Sorge um die "guten Beziehungen"
Sogar nach Amerika ist die junge Frau gereist, um bei US-Kongressabgeordneten um Unterstützung zu werben - erfolgreich. Nur die eigene Regierung tue seit über einem Monat so gut wie nichts, um ihren Vater heim zu holen, ist Chung Ai empört. Vertreter von Falun Gong, Bürgerrechtsgruppen und Oppositionspolitiker sind sich an diesem Tag einig: Um die Beziehungen zu Peking nicht zu gefährden, schreckt Taiwans Präsident Ma Ying-jeou vor offener Kritik zurück.
Dabei sei es doch die erste Pflicht jeder Regierung, die Sicherheit ihrer Bürger zu garantieren, betont Lin Fengzheng. "Wir haben alles versucht um die Regierung von Präsident Ma dazu zu bringen, sich dieses Falles anzunehmen", sagt der Leiter einer Stiftung für Justizreform. "Keine Reaktion. Es hieß nur, man werde sich kümmern. Aber nichts ist passiert. So sind wir heute gezwungen, auf die Straße zu gehen und von Präsident Ma zu fordern: Hol Chung schnell da raus!"

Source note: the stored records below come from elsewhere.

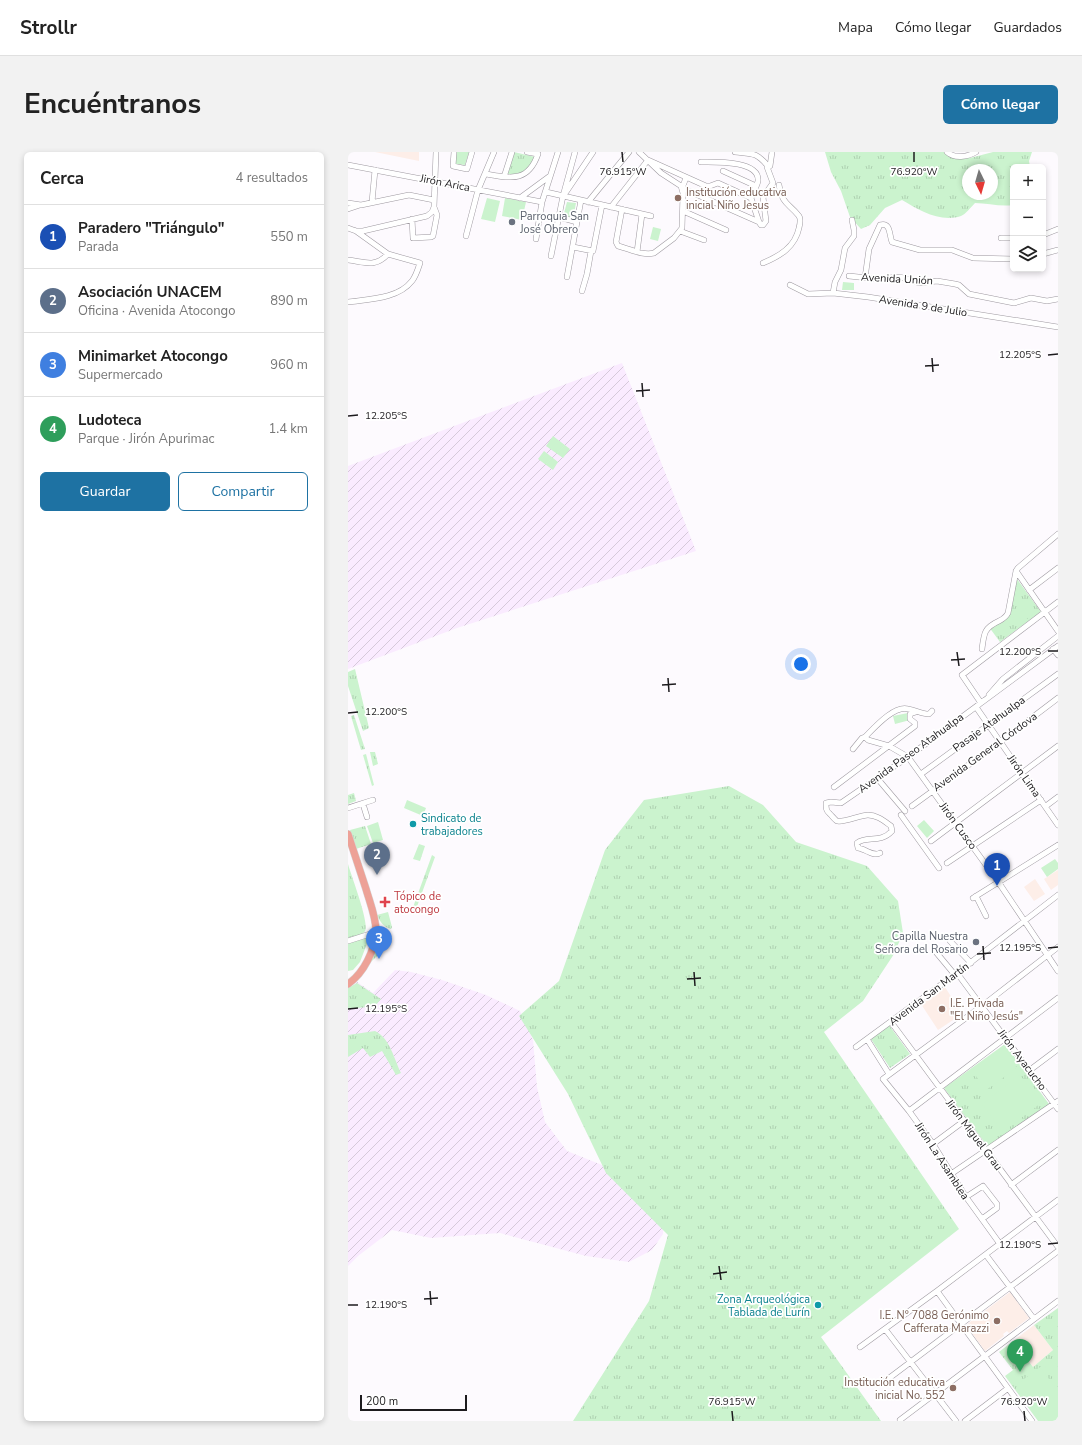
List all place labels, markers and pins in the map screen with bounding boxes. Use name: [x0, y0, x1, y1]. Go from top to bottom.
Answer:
place label: Institución educativa inicial Niño Jesus: [686, 185, 787, 213]
marker: Institución educativa inicial Niño Jesus: [673, 193, 683, 203]
place label: Parroquia San José Obrero: [519, 209, 589, 237]
marker: Parroquia San José Obrero: [507, 217, 517, 227]
place label: Sindicato de trabajadores: [421, 811, 483, 839]
marker: Sindicato de trabajadores: [408, 819, 418, 829]
pin: 2: [364, 842, 390, 875]
pin: 1: [984, 853, 1010, 886]
place label: Tópico de atocongo: [394, 889, 441, 917]
marker: Tópico de atocongo: [379, 896, 391, 908]
pin: 3: [366, 926, 392, 959]
place label: Capilla Nuestra Señora del Rosario: [875, 929, 968, 957]
marker: Capilla Nuestra Señora del Rosario: [971, 937, 981, 947]
place label: I.E. Privada "El Niño Jesús": [950, 996, 1023, 1024]
marker: I.E. Privada "El Niño Jesús": [937, 1004, 947, 1014]
place label: Zona Arqueológica Tablada de Lurín: [717, 1292, 810, 1320]
marker: Zona Arqueológica Tablada de Lurín: [813, 1300, 823, 1310]
place label: I.E. N° 7088 Gerónimo Cafferata Marazzi: [879, 1308, 989, 1336]
marker: I.E. N° 7088 Gerónimo Cafferata Marazzi: [992, 1316, 1002, 1326]
pin: 4: [1007, 1339, 1033, 1372]
place label: Institución educativa inicial No. 552: [844, 1375, 945, 1403]
marker: Institución educativa inicial No. 552: [948, 1383, 958, 1393]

Der Pass gewährt keinen Schutz
Die Regierung hat versprochen, das Schicksal von Bruce Chung über offizielle Kanäle in China zur Sprache zu bringen. Solche Vorfälle machen Taiwanern immer wieder deutlich, wie problematisch das Verhältnis zum großen Nachbarn noch immer ist - auch, wenn beide Regierungen seit einigen Jahren fast nur noch die Fortschritte betonen. Gibt es Probleme, können Taiwans Behörden in China oft nichts ausrichten. Geschäftsleute beschweren sich, dass es für sie in Chinas Justizsystem kaum Rechtssicherheit gebe.
Und Taiwans Falun Gong-Anhänger haben nun erst recht den Eindruck, dass Ihnen ihr Pass in China keinen Schutz gewährt. Der Demonstrant Lin Jiongyi jedenfalls wird in Zukunft einen großen Bogen um die Volksrepublik machen.